__WORK TASK__. State how many lines in the records hold the word "halo", giving the number and no other text.
>>>
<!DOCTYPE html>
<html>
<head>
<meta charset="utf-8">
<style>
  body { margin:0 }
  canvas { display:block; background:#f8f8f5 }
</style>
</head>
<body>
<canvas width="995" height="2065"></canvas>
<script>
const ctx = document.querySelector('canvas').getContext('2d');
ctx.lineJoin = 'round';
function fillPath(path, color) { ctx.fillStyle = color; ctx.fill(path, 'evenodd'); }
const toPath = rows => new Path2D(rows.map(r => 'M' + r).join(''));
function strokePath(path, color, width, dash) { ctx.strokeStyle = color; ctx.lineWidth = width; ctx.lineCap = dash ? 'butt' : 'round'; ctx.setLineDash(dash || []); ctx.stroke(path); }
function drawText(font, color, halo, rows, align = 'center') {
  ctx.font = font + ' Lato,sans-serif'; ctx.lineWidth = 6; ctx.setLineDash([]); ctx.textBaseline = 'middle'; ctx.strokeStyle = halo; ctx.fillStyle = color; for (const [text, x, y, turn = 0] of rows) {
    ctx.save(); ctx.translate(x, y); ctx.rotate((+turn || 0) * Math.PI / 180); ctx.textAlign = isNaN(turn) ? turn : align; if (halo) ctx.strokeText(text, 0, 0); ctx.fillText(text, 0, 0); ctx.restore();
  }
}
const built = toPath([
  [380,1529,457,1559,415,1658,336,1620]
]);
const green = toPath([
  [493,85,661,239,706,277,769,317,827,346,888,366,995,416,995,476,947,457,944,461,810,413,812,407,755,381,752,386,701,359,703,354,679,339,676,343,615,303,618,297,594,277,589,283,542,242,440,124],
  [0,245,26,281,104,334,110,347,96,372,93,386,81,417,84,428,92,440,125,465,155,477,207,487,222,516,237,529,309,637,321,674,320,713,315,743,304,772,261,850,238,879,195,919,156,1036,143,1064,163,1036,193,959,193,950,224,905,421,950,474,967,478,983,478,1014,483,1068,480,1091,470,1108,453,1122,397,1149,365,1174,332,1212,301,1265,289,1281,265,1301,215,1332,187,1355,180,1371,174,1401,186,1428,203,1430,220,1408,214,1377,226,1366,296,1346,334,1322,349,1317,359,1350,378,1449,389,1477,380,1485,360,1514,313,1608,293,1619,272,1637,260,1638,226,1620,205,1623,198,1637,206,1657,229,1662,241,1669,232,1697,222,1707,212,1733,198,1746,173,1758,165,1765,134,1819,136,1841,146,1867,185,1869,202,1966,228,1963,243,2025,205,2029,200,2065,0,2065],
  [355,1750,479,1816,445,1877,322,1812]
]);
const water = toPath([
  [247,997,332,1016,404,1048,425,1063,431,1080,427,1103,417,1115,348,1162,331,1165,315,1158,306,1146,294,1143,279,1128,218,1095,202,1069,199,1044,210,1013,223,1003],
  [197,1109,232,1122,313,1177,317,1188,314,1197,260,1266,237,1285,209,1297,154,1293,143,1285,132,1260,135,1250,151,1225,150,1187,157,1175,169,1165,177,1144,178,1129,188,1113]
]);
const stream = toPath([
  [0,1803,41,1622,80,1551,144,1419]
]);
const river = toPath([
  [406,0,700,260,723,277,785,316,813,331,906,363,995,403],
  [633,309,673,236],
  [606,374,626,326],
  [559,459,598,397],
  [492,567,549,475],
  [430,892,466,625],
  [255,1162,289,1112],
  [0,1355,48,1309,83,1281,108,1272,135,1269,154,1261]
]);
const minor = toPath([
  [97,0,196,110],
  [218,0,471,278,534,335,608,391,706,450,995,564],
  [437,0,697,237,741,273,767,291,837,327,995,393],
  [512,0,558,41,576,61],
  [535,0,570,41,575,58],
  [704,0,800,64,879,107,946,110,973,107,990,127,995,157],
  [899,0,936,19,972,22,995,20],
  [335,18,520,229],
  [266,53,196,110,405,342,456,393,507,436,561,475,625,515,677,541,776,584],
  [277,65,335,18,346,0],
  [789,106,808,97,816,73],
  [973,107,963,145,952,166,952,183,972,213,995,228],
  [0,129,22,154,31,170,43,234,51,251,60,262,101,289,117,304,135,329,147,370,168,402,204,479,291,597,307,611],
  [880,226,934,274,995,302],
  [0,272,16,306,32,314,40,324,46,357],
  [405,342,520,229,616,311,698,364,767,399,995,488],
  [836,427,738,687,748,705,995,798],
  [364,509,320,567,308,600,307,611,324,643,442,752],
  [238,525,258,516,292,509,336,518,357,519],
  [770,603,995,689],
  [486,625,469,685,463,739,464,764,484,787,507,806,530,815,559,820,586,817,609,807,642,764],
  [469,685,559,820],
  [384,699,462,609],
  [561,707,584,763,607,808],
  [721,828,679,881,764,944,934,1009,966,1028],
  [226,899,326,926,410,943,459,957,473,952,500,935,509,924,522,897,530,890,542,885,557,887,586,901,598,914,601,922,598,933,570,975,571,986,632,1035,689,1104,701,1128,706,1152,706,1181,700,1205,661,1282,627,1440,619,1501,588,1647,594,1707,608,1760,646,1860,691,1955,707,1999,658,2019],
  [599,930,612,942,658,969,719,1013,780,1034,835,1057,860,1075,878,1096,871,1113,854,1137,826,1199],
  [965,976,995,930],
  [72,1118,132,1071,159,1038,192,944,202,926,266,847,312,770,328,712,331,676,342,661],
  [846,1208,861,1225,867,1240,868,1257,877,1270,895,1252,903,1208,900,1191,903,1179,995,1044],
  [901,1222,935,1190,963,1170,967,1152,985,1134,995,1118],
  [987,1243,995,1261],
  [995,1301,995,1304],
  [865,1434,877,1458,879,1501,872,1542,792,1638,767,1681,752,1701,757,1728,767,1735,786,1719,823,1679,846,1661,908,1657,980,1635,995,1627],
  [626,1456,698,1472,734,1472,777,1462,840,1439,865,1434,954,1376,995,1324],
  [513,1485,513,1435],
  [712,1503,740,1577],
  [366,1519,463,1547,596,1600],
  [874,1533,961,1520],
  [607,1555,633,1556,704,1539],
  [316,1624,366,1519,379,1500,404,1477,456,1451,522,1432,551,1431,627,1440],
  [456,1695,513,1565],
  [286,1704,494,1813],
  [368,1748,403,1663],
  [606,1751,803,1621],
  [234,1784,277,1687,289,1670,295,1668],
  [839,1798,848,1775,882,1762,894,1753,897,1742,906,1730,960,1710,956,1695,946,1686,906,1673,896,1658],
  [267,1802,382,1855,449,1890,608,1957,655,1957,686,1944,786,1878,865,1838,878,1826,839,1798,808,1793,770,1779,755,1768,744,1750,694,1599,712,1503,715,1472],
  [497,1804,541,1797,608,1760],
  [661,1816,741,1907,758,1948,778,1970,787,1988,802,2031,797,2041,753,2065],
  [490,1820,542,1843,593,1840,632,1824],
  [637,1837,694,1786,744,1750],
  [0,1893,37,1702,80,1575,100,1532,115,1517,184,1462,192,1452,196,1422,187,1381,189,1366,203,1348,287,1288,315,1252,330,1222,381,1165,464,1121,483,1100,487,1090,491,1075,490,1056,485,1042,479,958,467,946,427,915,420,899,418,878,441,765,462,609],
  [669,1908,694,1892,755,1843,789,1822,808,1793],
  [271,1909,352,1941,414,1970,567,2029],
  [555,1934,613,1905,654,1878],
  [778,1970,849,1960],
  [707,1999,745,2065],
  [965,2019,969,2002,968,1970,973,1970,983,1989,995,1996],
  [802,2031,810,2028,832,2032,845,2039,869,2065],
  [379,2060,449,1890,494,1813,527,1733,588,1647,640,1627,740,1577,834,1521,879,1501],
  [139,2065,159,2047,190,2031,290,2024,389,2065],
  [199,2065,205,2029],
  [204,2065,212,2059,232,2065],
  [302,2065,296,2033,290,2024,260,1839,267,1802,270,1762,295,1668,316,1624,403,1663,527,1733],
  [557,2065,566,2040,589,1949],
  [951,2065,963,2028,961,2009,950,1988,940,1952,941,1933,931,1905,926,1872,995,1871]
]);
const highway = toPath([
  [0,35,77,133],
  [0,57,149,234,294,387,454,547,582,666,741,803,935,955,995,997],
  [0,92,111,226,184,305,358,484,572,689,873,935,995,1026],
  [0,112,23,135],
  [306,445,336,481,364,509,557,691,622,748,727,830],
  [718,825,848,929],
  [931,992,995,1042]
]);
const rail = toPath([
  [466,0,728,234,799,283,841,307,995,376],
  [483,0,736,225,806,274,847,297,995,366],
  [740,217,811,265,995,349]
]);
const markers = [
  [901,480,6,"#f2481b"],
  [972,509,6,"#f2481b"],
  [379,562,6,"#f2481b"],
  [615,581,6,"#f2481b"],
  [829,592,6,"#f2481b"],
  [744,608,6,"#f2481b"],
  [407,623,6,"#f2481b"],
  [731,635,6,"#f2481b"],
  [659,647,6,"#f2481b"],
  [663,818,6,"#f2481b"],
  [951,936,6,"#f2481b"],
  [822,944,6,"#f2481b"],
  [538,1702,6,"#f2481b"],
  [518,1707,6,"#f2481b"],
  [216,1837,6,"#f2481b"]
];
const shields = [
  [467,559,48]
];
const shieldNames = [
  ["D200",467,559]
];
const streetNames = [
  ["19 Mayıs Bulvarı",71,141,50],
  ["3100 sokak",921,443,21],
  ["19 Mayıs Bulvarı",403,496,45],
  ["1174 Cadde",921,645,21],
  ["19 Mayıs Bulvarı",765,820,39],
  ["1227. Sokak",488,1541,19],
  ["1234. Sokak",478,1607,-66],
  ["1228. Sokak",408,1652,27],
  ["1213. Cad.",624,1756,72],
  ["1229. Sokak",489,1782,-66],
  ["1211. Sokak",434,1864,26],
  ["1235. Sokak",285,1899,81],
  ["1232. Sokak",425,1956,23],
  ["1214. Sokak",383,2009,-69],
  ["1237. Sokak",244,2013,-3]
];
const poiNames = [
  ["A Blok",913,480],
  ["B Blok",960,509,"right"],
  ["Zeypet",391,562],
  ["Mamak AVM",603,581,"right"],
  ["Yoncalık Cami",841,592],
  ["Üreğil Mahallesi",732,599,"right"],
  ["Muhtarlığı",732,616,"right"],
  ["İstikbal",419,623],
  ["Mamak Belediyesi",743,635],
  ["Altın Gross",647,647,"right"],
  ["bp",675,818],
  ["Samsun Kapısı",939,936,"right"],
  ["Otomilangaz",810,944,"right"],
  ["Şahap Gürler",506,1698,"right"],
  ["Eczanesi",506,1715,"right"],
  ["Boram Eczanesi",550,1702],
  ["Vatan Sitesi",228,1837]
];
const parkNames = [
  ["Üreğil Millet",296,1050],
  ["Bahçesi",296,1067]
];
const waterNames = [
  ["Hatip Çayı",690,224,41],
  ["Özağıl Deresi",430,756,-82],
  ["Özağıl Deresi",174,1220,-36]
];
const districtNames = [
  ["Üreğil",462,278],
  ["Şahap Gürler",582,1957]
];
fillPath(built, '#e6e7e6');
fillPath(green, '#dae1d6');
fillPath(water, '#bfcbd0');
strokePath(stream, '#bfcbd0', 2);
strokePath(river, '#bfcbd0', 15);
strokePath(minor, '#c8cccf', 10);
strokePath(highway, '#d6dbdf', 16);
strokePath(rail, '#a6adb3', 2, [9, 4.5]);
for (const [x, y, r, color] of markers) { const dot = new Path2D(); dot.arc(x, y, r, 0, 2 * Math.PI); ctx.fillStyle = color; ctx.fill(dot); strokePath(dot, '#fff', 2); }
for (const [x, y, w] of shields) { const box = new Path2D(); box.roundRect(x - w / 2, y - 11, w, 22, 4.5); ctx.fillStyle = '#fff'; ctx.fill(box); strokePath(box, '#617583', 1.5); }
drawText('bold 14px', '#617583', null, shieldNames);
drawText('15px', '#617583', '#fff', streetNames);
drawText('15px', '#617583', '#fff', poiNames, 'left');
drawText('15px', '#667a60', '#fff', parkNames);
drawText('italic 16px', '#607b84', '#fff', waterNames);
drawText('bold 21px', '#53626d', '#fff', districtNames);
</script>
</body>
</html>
<<<
__FINISHED TASK__. 3